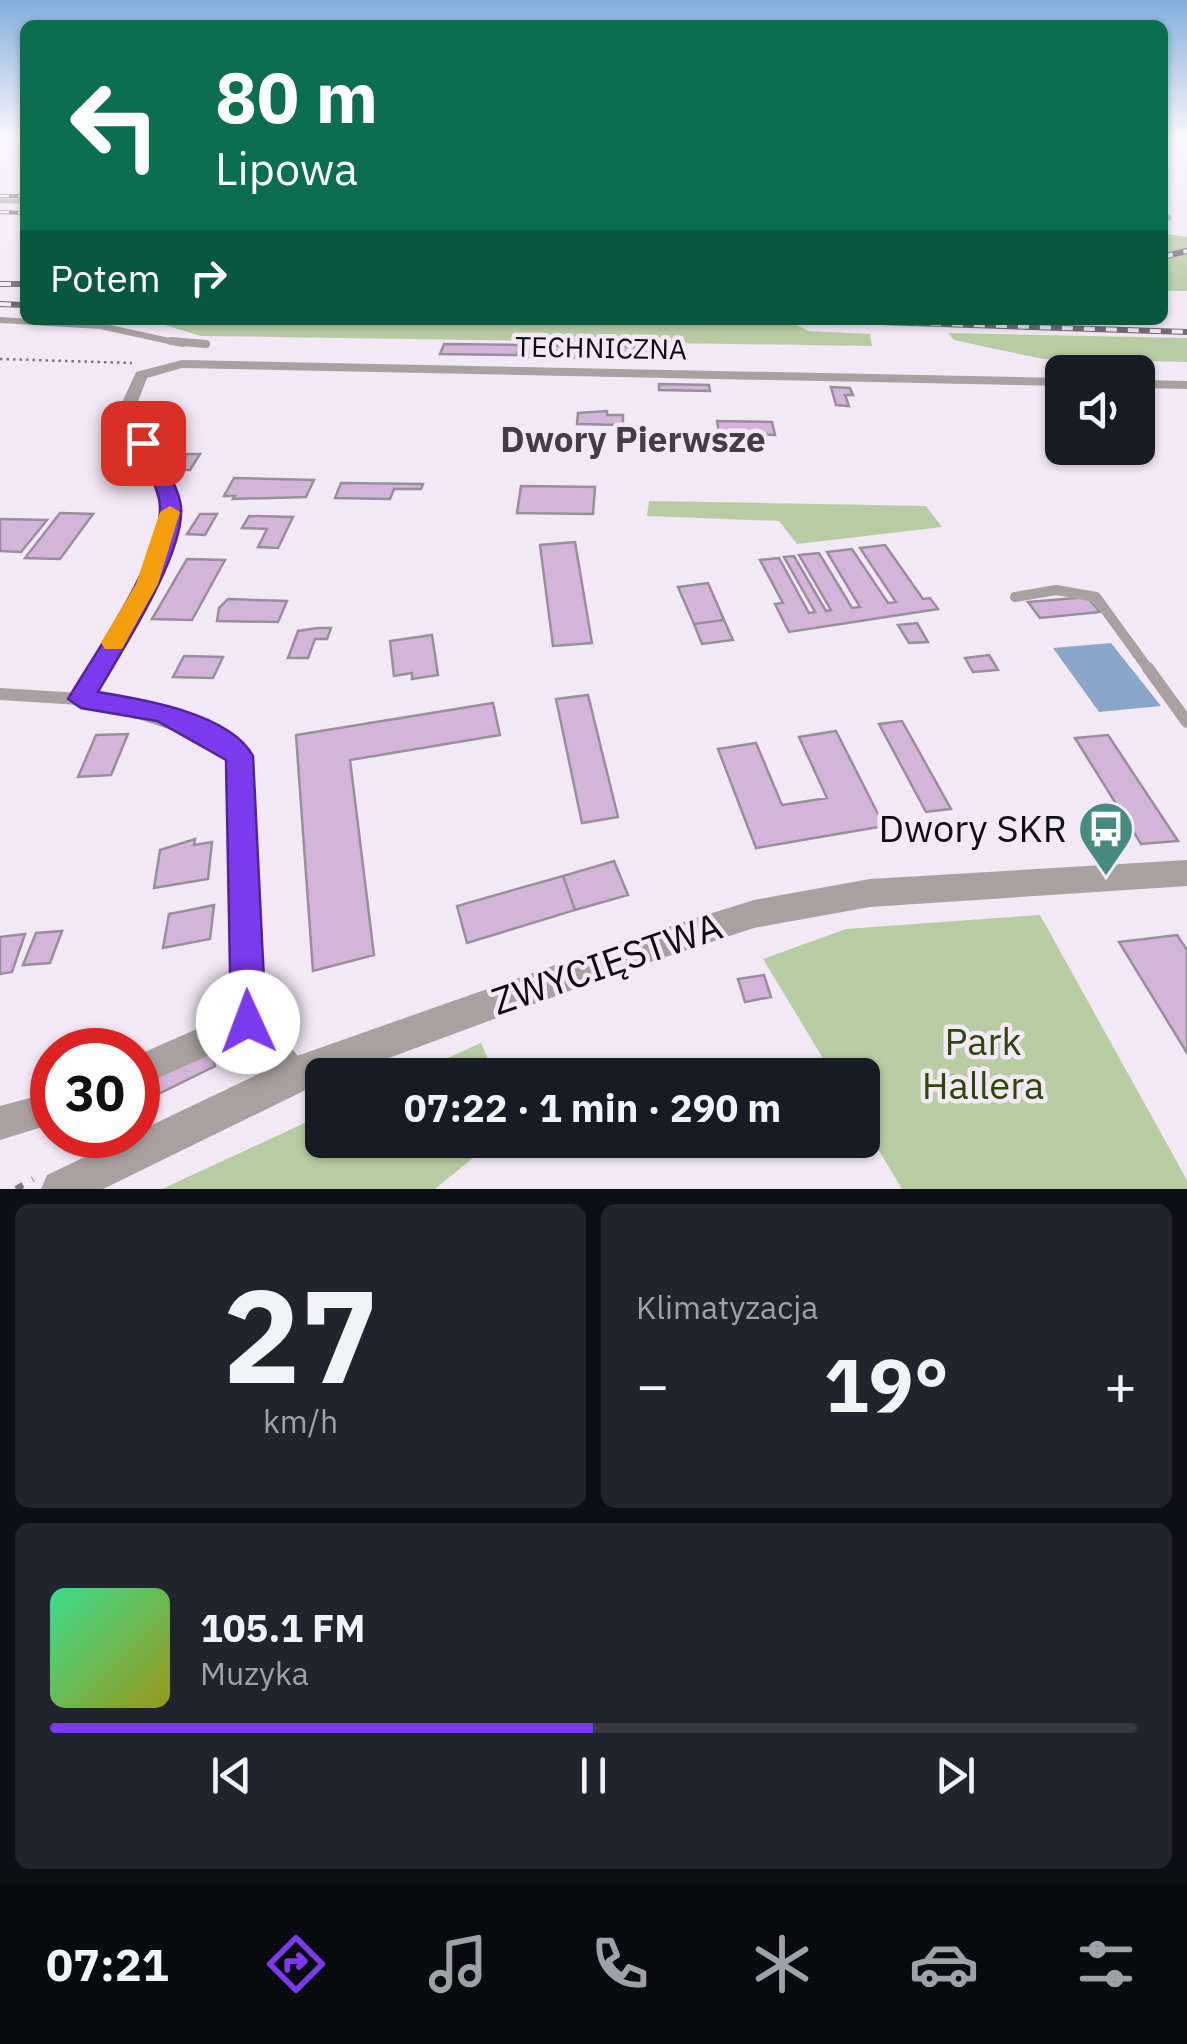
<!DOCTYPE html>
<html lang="pl">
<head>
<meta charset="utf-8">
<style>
  body { margin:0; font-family:"IBM Plex Sans",sans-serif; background:#20242c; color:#f1f3f6; height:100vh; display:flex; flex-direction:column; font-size:38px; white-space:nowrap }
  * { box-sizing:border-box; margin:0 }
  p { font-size:32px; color:#9ea1a6 }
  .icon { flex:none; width:55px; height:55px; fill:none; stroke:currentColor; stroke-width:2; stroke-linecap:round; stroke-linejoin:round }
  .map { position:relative; height:1189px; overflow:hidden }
  .drawer { display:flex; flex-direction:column; gap:15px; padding:15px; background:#0d0f14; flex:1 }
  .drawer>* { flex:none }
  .top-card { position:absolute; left:20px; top:20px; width:1148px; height:305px; border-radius:15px; box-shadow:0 2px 8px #0004; background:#0b6e4f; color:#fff; overflow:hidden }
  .controls { position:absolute; left:1045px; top:355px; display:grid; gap:20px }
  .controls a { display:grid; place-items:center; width:110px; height:110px; border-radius:15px; background:#171b24; box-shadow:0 2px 8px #0004; font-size:50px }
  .speed { position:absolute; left:30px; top:1028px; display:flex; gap:20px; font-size:50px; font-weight:700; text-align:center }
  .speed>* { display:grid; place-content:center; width:130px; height:130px; border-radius:50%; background:#171b24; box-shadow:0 2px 8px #0004; line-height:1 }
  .speed .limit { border:15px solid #d22; background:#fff; color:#111 }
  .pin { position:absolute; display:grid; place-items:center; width:85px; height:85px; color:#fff; margin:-42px; border-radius:20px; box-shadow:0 5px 15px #0006 }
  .me { position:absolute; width:110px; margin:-55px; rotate:358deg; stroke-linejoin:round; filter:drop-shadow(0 0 8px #0008) }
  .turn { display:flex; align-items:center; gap:35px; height:210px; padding:0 30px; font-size:45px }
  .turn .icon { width:130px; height:130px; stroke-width:2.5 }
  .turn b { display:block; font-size:70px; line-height:85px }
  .then { display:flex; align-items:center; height:95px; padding:0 30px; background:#0003; gap:20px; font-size:38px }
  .big { font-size:75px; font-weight:700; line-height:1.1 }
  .drawer .card { flex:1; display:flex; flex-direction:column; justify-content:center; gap:15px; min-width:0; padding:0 35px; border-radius:15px; background:#20242c }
  .drawer .dial { align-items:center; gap:0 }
  .dial b { font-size:130px; line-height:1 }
  .song { display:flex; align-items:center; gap:30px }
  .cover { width:120px; height:120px; border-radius:15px; background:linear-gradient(135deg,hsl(150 70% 55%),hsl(60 70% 35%)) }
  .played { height:10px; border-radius:5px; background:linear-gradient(90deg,#7c3aed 50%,#363941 50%) }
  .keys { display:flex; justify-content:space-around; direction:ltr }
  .heat { display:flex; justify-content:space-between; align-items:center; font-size:55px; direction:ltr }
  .drawer .tiles { flex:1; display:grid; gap:15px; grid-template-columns:1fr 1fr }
  .card:last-child { grid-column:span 2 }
  .trip { position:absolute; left:305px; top:1058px; width:575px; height:100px; border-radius:15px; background:#171b24; box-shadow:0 2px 8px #0004; font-weight:700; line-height:100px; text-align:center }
  .tab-bar { display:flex; height:160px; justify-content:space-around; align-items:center; background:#090b0e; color:#9ea1a6 }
  .tab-bar .icon { width:70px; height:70px }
  .tab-bar .on { color:#7c3aed }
  .tab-bar b { font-size:45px; color:#f1f3f6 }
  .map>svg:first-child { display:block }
</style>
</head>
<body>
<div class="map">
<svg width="1187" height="1189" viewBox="0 0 1187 1189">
  <rect width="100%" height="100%" fill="#f2e8f6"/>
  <!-- green -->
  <path fill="#b8cca4" d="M1163 233 1187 237V291H1163Z
    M148 320 795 324 808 331 870 334 872 346 201 336Z
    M948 333 1187 338V362L1043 359 954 340Z
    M649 501 926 506 942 527 797 544 779 521 647 516Z
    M1040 915 1187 1180V1189H902L863 1124 862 1075H833L763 959 846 929Z
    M481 1043 495 1075H410Z
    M322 1115V1140H495L435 1189H162Z"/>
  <!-- water -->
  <path fill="#8aa7ca" d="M1111 643 1161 706 1099 712 1053 648Z"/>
  <!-- building -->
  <path fill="#d3b5da" stroke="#998f9b" stroke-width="2.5" d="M444 344 520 345 517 355 440 354Z
    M531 345 651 347V359L528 357Z
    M659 384 709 385 710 391 659 390Z
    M831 387 850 388 853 395H845L849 406 836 405Z
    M607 411V415H623V425L577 424 578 413Z
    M717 421 772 422 775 435 719 433Z
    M187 454H200L190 470H177Z
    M234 478 314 480 306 497 233 499 235 496H224Z
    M341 483 423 484 421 489H394L390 499 335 498Z
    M521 486 595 487 593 514 517 513Z
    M60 513 93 514 60 559 25 558Z
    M200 514H217L205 535 187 534Z
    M249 516 293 517 278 548 258 547 267 529 242 528Z
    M0 519 47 520 21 552 0 551Z
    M575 542 592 643 553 646 540 545Z
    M885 545 923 599 930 598 938 609 789 632 775 604 783 603 760 560 779 558 809 613 815 612 784 557 794 556 826 611 831 610 799 555 819 553 852 608 860 607 827 552 852 549 888 603 896 602 860 548Z
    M187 559 225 560 192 620 152 619Z
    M708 583 724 620 694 624 678 587Z
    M1087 597 1100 612 1040 618 1028 602Z
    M228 599 287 601 278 622 217 621 219 608Z
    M724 620 733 640 702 644 694 624Z
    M917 623 928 642 909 643 898 625Z
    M318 628H331L327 639H315L308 658H288L298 631Z
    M432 635 438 675 412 679V673L394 676 390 641Z
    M989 655 998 670 973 672 965 658Z
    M184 656 223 657 213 678 173 677Z
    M588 695 618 817 582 823 556 699Z
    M493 703 500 735 350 760 374 955 313 971 296 735Z
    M902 721 951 809 926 812 879 724Z
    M836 731 884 826 756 848 718 749 756 743 782 805 827 798 799 737Z
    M128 734 111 775 78 777 96 735Z
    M1108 735 1178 841 1141 844 1075 738Z
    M195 839 194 845 212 842 208 879 154 888 160 850Z
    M614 861 628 895 575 910 563 876Z
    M563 876 575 910 467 943 457 906Z
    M214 905 210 939 163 948 169 914Z
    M62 931 50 963 23 965 36 933Z
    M25 934 12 972 0 974V937Z
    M1177 935 1187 950V1053L1119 942Z
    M764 975 771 997 745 1002 738 979Z
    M209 1041 215 1066 138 1104V1075Z"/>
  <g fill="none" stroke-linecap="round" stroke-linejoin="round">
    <!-- path-far1 -->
    <path stroke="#7c767f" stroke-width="2.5" stroke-dasharray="2.5 4" stroke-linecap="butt" d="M0 359 132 363"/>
    <!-- path -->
    <path stroke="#7c767f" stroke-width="6" stroke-dasharray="8 11" stroke-linecap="butt" d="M16 1189 33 1179"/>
    <!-- service-far4 -->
    <path stroke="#a8a0a1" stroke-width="5" d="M1162 138 1187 139
      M0 201H25
      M1162 213 1169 218H1162"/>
    <!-- service-far3 -->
    <path stroke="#a8a0a1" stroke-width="6" d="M0 320 100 326 183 344"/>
    <!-- service-far2 -->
    <path stroke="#a8a0a1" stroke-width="8" d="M171 341 206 344"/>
    <!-- service-far1 -->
    <path stroke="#a8a0a1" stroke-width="10" d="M1015 597 1056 590 1096 597 1149 670"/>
    <!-- service -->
    <path stroke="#a8a0a1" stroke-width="12" d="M1148 668 1187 722
      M0 694 80 699"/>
    <!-- minor -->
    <path fill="#a8a0a1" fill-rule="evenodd" d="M182 360 1062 378V386L182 368 147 378 135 409C149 437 173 469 179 501 188 549 120 651 96 693 151 702 200 718 247 748L251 755 263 1016 305 1064 310 1075 305 1086 294 1091 283 1086 243 1040 138 1087V1055L233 1013 227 759C181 729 135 716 81 707L73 705 70 699C96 654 168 553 161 502 157 470 133 438 119 409L136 372Z
      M1138 380 1187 381V389L1138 388Z
      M52 1092V1124L0 1140V1106Z"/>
    <!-- tertiary -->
    <path fill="#a8a0a1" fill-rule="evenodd" d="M1187 860V886L870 907 754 928 629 969 343 1075H322V1082L103 1189H41L47 1175 294 1057 629 939 754 900 870 879Z"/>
    <!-- rail-far1 casing -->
    <g stroke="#726c74" stroke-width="4">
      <path id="rail-far1" d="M0 196H25
        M0 212 25 213"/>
    </g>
    <!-- rail casing -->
    <g stroke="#726c74" stroke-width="6">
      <path id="rail" d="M1162 257 1187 251
        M0 284H25
        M0 304 25 305
        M820 320 1187 332"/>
    </g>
    <!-- rail-far1 -->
    <use href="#rail-far1" stroke="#f2e8f6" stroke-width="2.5" stroke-dasharray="9" stroke-linecap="butt"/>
    <!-- rail -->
    <use href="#rail" stroke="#f2e8f6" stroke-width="4" stroke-dasharray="11" stroke-linecap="butt"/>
  </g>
  <!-- sky -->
  <linearGradient id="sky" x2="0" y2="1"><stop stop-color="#82afdc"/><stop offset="0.45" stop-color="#f9f5fb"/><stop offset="1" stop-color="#f9f5fb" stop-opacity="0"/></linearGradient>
  <rect width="1187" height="303" fill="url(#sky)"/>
  <!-- route -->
  <path fill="#7c3aed" stroke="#51269a" stroke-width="2.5" d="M143 437 152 443C161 461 179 487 181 507 185 554 122 650 98 692 141 699 230 713 253 756L266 1022 261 1034 248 1039 236 1034 231 1022 226 760 157 721 81 708 68 699C95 653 161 560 160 508 160 488 142 462 134 443Z"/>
  <!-- slow -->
  <path fill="#f59e0b" d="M170 506 180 512 158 584 122 649H105L101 643 136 584 160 512Z"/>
  <!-- icons -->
  <defs>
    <g id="bus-pin" transform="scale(2.875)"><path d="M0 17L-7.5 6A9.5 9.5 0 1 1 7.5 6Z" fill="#458b82" stroke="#f2e8f6"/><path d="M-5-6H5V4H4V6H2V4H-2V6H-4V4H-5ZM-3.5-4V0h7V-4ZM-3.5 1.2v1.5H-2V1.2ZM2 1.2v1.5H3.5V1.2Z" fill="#fff"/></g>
  </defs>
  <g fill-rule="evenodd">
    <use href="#bus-pin" x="1106" y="829"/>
  </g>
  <g text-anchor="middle" stroke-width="9" stroke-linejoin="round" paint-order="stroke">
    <!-- far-street labels -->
    <g font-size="28" fill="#0f0c10" stroke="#f2e8f6">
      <text transform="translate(601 348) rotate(1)" y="10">TECHNICZNA</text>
    </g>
    <!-- neighbourhood labels -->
    <g font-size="35" font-weight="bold" fill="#443c47" stroke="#f2e8f6">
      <text x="633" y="452">Dwory Pierwsze</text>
    </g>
    <!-- near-poi labels -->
    <g font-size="38" fill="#0f0c10" stroke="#f2e8f6" text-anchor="end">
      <text x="1067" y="842">Dwory SKR</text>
    </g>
    <!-- near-street labels -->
    <g font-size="38" fill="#0f0c10" stroke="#f2e8f6">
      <text transform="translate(607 964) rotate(-19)" y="13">ZWYCIĘSTWA</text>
    </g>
    <!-- near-park labels -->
    <g font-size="38" fill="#2e4709" stroke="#f2e8f6">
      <text x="983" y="1055">Park<tspan x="983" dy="44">Hallera</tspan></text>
    </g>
  </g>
</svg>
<div class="controls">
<a><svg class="icon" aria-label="sound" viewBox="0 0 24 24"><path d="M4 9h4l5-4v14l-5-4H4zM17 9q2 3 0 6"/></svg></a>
</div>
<div class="speed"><div class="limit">30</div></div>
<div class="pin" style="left:143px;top:443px;background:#d93025"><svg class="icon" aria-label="arrive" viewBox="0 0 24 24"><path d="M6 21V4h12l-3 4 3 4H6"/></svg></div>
<svg class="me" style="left:248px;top:1022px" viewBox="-20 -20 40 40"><circle r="19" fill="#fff"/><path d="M0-13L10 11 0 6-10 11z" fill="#7c3aed"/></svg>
<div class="trip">07:22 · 1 min · 290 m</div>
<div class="top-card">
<div class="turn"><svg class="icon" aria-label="left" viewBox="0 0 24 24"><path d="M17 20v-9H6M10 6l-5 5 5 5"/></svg><div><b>80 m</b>Lipowa</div></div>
<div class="then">Potem<svg class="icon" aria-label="right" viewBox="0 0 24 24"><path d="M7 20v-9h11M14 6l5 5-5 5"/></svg></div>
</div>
</div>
<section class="drawer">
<div class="tiles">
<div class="card dial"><b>27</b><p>km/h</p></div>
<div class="card"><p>Klimatyzacja</p>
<div class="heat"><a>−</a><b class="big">19°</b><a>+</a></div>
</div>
<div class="card">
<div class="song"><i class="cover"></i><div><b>105.1 FM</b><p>Muzyka</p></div></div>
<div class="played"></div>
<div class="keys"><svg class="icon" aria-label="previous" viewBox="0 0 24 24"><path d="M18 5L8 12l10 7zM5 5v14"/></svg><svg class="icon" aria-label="pause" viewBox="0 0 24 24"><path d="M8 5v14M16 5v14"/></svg><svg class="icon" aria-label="next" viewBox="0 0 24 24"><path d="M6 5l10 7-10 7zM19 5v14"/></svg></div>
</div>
</div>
</section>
<nav class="tab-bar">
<b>07:21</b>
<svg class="icon on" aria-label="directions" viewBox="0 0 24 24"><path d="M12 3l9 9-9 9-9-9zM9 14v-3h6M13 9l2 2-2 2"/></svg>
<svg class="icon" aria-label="music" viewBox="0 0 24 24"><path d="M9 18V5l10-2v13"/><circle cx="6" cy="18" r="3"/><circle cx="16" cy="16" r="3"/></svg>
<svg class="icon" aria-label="phone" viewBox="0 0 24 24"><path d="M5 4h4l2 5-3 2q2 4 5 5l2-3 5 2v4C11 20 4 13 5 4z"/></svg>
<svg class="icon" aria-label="climate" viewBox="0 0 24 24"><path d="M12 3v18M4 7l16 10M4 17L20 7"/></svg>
<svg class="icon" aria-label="car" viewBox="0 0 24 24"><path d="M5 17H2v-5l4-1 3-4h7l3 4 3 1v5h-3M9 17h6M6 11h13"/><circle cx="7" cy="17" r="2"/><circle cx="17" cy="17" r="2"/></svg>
<svg class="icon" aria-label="filters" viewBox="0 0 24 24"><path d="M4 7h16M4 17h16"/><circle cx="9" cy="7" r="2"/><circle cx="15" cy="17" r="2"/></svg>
</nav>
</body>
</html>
──────────────────────────────
- **Problem requirements**: Keep the pictures out and repeat exactly the lines from the beginning of the data through the line that contains "display:grid; place-content:center; width:130px;", both ends included.

- **Problem solution**:
<!DOCTYPE html>
<html lang="pl">
<head>
<meta charset="utf-8">
<style>
  body { margin:0; font-family:"IBM Plex Sans",sans-serif; background:#20242c; color:#f1f3f6; height:100vh; display:flex; flex-direction:column; font-size:38px; white-space:nowrap }
  * { box-sizing:border-box; margin:0 }
  p { font-size:32px; color:#9ea1a6 }
  .icon { flex:none; width:55px; height:55px; fill:none; stroke:currentColor; stroke-width:2; stroke-linecap:round; stroke-linejoin:round }
  .map { position:relative; height:1189px; overflow:hidden }
  .drawer { display:flex; flex-direction:column; gap:15px; padding:15px; background:#0d0f14; flex:1 }
  .drawer>* { flex:none }
  .top-card { position:absolute; left:20px; top:20px; width:1148px; height:305px; border-radius:15px; box-shadow:0 2px 8px #0004; background:#0b6e4f; color:#fff; overflow:hidden }
  .controls { position:absolute; left:1045px; top:355px; display:grid; gap:20px }
  .controls a { display:grid; place-items:center; width:110px; height:110px; border-radius:15px; background:#171b24; box-shadow:0 2px 8px #0004; font-size:50px }
  .speed { position:absolute; left:30px; top:1028px; display:flex; gap:20px; font-size:50px; font-weight:700; text-align:center }
  .speed>* { display:grid; place-content:center; width:130px; height:130px; border-radius:50%; background:#171b24; box-shadow:0 2px 8px #0004; line-height:1 }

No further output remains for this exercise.